Une pharmacopée très riche

L’arsenal ayurvédique est beaucoup plus vaste. Les traitements par les plantes sont une des bases de cette médecine. Il n’y a pas une ville en Inde qui n’ait pas de pharmacies ni d’hôpitaux ayurvédiques. Pour soigner, les médecins ont à leur disposition pas moins de 2 000 herbes médicinales et autres épices (sur près de 7 500 utilisées par les praticiens traditionnels pour soigner des maladies), qu’ils dispensent selon diverses préparations et formes.

Plusieurs de ces plantes font désormais l’objet d’études approfondies, en Occident en particulier. On note, par exemple, le curcuma, puissant anti-inflammatoire, utilisé dans des maladies cardiovasculaires, un mélange à base de pois mascate pour prévenir ou réduire les effets secondaires de médicaments antiparkinsoniens, le gingembre, le curcuma et la boswelia pour des troubles inflammatoires tels que l’arthrite ou l’asthme, ou encore la Centella asiatica, utilisée pour traiter la maladie d’Alzheimer. Cette médecine ayurvédique est constituée de huit branches que sont la médecine générale, la chirurgie, les maladies ORL et des yeux, la gynécologie obstétrique et la pédiatrie, la toxicologie, la psychiatrie, la gériatrie et la régénération, la fertilité et la sexualité.

« Elle nécessite de longues années d’études, avec un cursus qui inclut l’allopathie, et toutes les matières communes aux deux médecines telles que l’anatomie, la physiologie, etc. », indique le docteur Iqbal Khan. « Il faut sept années d’études pour devenir médecin, plus deux années supplémentaires de pratique conseillées auprès d’un senior. » Il en faut quatre et demi pour obtenir un diplôme d’infirmier (ou infirmière) spécialisé(e) en ayurvéda. « On compte autant de femmes que d’hommes et cette population médicale augmente depuis quelques années », ajoute-t-il. Tout comme le public, de plus en plus demandeur de médecines douces.

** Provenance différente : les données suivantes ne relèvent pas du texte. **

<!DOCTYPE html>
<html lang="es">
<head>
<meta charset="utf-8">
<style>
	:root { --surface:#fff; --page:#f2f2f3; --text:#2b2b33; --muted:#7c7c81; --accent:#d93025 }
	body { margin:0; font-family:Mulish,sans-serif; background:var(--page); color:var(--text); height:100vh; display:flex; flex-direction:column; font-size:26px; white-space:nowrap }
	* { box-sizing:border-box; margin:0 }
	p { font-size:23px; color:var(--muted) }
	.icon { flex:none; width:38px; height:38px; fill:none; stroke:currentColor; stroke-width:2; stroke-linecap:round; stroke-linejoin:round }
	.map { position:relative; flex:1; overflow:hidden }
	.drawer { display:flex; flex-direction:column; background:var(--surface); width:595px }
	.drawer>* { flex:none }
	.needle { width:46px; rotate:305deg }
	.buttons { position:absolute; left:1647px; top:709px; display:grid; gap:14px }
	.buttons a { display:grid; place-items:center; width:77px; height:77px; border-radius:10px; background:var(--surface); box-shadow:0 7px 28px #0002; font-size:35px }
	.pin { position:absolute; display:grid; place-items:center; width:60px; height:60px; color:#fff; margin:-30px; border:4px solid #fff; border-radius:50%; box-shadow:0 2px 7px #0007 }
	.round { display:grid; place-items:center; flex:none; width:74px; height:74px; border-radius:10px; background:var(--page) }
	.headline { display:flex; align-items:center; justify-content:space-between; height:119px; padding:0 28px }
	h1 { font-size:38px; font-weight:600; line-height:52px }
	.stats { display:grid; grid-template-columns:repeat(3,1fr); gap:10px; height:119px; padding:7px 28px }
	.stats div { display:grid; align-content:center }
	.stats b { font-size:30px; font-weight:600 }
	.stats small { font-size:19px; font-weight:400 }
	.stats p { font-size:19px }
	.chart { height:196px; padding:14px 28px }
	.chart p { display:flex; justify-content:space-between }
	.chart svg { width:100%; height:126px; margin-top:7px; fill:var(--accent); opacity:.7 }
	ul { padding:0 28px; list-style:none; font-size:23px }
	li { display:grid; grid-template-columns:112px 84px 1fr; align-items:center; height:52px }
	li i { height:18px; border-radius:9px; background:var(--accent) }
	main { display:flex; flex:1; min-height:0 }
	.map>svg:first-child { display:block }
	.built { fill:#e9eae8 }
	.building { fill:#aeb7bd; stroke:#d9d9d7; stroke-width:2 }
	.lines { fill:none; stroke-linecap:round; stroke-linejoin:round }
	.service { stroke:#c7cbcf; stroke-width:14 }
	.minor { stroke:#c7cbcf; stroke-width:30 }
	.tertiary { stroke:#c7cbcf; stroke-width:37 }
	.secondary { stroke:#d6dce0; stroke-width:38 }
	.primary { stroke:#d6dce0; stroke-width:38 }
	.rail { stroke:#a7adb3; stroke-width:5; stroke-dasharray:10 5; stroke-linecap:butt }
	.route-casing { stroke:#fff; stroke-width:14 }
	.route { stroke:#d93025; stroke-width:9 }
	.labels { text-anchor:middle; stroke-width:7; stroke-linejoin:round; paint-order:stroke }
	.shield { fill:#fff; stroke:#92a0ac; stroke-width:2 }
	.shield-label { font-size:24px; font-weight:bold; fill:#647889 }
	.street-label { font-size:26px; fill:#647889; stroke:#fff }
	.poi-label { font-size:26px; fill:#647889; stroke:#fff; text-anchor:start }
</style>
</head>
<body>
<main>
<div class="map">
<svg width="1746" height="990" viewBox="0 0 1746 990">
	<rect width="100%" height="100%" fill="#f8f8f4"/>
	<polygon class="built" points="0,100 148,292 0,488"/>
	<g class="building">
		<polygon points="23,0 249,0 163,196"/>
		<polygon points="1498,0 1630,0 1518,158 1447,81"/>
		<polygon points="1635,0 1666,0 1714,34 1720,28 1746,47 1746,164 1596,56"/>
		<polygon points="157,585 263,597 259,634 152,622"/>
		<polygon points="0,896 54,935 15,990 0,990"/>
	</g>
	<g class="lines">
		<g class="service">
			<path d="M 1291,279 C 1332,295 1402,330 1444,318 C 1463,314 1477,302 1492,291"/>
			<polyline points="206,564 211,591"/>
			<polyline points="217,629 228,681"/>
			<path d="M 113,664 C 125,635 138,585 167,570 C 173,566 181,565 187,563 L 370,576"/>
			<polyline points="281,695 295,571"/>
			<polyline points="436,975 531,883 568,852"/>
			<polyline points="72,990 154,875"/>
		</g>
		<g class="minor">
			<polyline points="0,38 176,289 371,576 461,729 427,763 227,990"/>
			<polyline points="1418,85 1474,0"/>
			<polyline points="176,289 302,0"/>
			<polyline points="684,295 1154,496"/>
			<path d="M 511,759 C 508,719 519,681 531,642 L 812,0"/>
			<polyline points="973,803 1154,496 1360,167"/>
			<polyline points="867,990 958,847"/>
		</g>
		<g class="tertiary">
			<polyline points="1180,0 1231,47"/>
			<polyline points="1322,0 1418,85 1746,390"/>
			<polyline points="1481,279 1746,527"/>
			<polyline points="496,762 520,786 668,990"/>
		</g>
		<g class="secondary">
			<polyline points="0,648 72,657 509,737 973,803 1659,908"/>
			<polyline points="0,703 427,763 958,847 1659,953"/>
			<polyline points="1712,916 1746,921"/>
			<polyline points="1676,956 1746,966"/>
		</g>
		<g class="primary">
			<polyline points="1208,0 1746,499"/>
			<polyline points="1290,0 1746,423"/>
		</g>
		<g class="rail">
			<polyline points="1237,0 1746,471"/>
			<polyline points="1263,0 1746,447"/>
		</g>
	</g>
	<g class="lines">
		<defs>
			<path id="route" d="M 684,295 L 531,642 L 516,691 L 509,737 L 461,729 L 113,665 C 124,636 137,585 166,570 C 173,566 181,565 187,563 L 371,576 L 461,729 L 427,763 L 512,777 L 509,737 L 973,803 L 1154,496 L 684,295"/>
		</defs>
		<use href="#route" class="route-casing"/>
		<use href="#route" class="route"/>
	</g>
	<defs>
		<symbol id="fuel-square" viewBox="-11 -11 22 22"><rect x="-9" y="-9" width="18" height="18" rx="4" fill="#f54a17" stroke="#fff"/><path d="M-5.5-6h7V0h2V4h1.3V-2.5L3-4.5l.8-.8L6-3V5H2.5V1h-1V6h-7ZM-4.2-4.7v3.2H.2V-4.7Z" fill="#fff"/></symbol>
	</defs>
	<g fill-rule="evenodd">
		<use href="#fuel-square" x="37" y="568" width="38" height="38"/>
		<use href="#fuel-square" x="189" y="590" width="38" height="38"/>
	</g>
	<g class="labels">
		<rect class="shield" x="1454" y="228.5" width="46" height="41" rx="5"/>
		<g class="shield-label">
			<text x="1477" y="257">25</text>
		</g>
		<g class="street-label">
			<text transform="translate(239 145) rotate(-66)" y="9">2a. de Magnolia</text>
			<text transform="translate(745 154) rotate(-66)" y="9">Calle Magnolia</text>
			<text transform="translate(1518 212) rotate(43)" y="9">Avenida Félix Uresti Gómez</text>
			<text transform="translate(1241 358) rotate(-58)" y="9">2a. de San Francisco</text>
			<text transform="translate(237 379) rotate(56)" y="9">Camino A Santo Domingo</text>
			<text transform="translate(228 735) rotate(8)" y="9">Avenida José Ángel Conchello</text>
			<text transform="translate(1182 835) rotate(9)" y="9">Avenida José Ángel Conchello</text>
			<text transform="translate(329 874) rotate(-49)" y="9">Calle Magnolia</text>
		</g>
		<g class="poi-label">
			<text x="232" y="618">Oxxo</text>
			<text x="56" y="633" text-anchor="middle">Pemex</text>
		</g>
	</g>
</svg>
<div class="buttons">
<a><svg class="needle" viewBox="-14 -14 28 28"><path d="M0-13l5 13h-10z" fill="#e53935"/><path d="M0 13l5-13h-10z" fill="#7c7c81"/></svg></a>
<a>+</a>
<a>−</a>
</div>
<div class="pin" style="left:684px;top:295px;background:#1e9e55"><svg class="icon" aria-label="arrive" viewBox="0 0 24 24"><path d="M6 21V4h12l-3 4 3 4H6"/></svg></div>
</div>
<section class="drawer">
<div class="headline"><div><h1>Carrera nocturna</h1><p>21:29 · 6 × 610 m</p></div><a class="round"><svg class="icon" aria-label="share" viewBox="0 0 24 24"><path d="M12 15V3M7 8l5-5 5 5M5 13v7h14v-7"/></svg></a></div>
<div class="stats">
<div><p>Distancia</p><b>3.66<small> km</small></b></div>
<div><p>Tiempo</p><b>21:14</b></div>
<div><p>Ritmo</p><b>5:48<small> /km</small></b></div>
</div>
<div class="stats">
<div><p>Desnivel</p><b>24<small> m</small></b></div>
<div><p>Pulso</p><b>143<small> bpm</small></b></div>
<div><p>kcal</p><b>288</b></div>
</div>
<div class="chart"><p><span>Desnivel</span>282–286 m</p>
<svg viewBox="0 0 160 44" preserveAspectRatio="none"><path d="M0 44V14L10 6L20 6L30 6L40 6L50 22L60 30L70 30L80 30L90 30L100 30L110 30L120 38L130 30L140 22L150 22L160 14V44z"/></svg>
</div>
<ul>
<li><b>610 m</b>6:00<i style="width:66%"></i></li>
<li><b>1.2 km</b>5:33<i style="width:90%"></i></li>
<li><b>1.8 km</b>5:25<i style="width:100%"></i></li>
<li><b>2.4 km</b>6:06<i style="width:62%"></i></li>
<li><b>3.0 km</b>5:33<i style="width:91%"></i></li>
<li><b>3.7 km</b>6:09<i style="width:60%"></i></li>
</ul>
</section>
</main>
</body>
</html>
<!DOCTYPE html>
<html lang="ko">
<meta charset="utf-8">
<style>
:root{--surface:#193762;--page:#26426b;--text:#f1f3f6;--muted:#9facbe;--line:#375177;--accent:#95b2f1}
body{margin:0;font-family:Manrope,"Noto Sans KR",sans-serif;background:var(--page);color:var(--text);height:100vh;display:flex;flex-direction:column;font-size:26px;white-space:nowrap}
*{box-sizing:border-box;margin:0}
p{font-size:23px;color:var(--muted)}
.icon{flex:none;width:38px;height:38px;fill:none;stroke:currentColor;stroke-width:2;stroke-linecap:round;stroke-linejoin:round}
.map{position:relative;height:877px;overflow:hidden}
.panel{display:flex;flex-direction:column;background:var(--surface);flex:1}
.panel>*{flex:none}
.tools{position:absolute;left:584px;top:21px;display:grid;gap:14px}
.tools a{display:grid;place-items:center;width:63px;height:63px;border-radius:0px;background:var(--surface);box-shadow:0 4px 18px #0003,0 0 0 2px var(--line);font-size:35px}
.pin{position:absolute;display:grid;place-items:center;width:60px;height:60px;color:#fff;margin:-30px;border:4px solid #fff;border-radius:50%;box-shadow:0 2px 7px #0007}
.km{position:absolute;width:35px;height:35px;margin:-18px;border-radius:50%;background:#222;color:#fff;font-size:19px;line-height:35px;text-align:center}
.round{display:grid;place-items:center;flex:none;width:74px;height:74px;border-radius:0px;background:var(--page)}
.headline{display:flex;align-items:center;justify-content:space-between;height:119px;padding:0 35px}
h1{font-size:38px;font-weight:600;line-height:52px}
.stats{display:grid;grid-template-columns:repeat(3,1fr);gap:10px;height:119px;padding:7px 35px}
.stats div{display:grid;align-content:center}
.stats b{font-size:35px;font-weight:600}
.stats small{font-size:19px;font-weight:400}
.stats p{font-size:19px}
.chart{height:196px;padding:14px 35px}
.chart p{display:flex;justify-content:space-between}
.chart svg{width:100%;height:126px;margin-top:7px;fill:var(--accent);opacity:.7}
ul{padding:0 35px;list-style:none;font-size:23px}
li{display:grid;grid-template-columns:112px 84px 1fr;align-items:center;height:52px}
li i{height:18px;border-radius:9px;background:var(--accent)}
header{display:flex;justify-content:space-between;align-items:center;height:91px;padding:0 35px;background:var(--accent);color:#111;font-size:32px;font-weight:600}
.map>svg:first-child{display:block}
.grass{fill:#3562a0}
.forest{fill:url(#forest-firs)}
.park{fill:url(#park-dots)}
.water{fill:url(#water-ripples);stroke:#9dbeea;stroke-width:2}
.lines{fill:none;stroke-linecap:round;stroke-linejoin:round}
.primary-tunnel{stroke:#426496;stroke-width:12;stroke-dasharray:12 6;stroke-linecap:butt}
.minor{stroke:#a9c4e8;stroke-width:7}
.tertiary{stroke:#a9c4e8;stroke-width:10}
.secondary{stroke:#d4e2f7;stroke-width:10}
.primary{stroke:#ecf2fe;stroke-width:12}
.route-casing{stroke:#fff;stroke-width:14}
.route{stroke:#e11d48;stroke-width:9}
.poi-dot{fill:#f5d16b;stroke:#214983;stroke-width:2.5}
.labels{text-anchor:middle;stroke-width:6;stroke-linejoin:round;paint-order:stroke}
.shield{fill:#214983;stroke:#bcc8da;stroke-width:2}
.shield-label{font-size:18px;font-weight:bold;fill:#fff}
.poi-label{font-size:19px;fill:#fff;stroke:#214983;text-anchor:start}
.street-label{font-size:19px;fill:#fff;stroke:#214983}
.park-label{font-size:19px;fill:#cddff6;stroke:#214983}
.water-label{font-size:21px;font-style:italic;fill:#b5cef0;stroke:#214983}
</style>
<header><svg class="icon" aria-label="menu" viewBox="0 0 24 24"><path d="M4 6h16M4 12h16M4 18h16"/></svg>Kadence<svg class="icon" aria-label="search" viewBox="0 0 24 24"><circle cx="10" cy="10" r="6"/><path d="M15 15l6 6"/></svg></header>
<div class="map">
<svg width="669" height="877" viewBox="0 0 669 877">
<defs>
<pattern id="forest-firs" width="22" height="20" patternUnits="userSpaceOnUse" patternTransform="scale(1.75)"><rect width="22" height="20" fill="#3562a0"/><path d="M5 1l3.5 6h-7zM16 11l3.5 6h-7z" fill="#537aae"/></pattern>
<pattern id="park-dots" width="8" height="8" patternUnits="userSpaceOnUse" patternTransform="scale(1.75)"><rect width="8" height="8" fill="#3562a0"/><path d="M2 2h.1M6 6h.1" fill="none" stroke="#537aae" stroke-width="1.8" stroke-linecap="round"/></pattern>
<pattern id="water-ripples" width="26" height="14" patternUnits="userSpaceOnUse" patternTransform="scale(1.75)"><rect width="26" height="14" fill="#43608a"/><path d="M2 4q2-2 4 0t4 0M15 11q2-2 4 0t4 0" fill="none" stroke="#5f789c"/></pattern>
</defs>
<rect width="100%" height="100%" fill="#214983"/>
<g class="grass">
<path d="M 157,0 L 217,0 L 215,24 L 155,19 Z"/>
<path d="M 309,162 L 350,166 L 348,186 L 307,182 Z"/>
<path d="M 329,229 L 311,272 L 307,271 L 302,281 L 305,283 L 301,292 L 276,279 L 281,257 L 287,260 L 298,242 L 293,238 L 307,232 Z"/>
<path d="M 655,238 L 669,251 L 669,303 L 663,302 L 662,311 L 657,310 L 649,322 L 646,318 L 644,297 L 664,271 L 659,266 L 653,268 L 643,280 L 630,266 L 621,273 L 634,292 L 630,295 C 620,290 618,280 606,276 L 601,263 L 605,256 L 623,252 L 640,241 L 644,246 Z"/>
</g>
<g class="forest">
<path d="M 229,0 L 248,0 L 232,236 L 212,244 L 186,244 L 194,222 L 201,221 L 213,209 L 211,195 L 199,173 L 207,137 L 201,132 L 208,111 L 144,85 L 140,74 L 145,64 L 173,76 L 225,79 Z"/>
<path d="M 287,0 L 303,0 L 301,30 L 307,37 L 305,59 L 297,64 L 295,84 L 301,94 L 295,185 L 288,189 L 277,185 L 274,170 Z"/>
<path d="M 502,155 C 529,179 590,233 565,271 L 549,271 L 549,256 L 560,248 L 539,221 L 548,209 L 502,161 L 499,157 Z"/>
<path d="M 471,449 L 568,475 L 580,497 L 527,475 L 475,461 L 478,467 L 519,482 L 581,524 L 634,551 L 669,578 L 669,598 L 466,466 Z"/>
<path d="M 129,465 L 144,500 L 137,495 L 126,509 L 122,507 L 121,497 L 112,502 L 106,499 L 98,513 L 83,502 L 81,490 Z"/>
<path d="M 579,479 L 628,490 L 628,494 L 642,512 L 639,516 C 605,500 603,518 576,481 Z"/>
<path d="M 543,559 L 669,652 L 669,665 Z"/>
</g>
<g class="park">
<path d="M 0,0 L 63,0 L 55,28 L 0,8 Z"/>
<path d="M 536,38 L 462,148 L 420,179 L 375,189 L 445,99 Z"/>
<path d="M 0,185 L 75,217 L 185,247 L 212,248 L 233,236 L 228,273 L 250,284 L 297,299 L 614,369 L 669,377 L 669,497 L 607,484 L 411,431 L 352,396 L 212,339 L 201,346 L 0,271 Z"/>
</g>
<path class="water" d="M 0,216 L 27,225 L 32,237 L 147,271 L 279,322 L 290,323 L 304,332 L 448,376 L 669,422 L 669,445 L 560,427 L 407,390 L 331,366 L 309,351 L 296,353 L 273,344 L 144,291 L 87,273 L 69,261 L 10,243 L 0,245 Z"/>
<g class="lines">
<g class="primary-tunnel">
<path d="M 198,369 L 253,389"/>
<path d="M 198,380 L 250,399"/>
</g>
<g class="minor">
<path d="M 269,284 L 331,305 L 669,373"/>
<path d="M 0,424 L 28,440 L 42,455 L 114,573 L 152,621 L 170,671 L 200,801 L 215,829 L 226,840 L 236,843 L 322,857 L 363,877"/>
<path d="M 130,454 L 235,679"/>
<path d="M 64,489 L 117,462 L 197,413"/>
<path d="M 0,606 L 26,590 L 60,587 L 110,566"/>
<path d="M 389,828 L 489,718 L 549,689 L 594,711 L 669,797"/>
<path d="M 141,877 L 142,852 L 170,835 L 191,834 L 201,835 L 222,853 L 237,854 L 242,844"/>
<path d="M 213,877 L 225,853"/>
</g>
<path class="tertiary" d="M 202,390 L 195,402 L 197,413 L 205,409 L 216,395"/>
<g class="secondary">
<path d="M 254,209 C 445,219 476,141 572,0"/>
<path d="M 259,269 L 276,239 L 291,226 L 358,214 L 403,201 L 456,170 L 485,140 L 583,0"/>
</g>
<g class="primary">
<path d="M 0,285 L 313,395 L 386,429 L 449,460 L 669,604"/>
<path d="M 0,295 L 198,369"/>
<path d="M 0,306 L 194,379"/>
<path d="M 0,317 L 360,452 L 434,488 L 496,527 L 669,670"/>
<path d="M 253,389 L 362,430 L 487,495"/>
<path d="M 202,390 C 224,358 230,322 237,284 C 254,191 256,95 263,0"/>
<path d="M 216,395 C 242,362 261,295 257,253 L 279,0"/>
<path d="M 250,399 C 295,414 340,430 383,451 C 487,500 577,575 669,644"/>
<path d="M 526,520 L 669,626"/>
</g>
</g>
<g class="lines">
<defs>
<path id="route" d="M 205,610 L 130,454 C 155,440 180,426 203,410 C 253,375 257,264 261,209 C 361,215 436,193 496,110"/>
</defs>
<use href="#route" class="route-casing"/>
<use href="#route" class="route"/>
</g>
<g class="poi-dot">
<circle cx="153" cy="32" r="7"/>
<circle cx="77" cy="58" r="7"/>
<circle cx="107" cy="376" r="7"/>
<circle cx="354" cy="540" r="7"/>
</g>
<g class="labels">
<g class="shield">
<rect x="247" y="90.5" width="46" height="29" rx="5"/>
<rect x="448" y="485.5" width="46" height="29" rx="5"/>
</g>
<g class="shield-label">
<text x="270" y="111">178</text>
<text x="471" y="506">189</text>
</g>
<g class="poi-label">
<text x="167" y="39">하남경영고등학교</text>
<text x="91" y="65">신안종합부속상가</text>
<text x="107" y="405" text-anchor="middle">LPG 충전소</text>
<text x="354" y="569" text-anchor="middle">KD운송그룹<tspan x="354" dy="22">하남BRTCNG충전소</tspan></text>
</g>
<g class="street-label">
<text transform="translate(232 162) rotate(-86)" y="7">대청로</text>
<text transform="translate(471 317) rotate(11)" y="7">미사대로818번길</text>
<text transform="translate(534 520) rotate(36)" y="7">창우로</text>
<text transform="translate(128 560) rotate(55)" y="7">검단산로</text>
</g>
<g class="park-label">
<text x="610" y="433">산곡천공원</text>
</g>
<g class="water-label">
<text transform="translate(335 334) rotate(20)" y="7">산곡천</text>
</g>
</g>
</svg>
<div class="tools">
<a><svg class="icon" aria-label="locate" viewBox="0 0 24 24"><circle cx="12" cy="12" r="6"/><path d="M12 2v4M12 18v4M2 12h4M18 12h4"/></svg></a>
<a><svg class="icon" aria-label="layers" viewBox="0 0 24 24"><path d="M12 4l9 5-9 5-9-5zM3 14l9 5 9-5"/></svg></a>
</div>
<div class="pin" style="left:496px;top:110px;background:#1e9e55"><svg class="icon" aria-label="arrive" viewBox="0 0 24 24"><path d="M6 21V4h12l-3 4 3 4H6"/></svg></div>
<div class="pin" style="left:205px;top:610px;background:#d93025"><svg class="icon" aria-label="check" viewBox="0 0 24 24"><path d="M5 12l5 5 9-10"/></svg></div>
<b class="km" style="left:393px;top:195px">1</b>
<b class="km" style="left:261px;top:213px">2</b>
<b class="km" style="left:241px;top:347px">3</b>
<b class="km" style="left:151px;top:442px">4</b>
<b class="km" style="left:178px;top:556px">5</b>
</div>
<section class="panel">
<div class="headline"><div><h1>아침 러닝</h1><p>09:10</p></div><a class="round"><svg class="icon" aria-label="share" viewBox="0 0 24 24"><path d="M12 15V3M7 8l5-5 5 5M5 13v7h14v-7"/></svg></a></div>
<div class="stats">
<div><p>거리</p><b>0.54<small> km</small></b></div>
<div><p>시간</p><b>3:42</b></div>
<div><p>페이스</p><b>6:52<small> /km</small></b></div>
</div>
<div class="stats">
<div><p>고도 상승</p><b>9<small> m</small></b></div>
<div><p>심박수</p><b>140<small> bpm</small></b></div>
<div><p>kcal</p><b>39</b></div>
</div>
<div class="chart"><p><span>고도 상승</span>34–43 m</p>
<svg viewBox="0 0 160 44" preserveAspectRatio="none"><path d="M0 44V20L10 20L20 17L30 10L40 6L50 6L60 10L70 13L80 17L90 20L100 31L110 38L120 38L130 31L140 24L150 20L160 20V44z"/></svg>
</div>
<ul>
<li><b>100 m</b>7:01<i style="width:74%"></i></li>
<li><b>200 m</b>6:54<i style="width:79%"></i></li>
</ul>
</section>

Une approche complexe officielle

Cette approche naturelle, aussi complète que complexe, où la santé correspond à un équilibre général, physique, psychique et spirituel, renvoie à la définition qu’en avait donné l’Organisation mondiale de la santé (OMS) en 1948 : «  […] un état complet de bien-être physique, mental et social qui ne consiste pas seulement à une absence de maladie ou d’infirmité. » Le gouvernement indien a, pour sa part, créé un ministère qui regroupe et encadre désormais les six médecines officiellement reconnues, l’ayurvéda y figurant avec l’homéopathie, la naturopathie, le yoga et l’unani (médecine née dans la Grèce antique et développée par les Moghols), à côté de l’allopathie. « L’Organisation mondiale de la santé, elle-même, a reconnu l’ayurvéda, médecine holistique alternative, comme un véritable système de santé à valoriser et à développer. » Les médecins ayurvédiques indiens aiment dire aussi qu’elle en a fait la mère de toutes les médecines. C’est encore l’OMS qui organisait, en Inde, dans le Gujarat, en août 2023, le premier sommet mondial de haut niveau sur la médecine traditionnelle. Objectif : examiner le rôle de cette approche, complémentaire et intégrative, pour relever les défis sanitaires urgents et les possibilités d’accélérer la santé pour tous. En favorisant aussi les avancées dans les domaines de la santé mondiale et du développement durable. Tous les ministres de la Santé des pays du G20 y étaient conviés.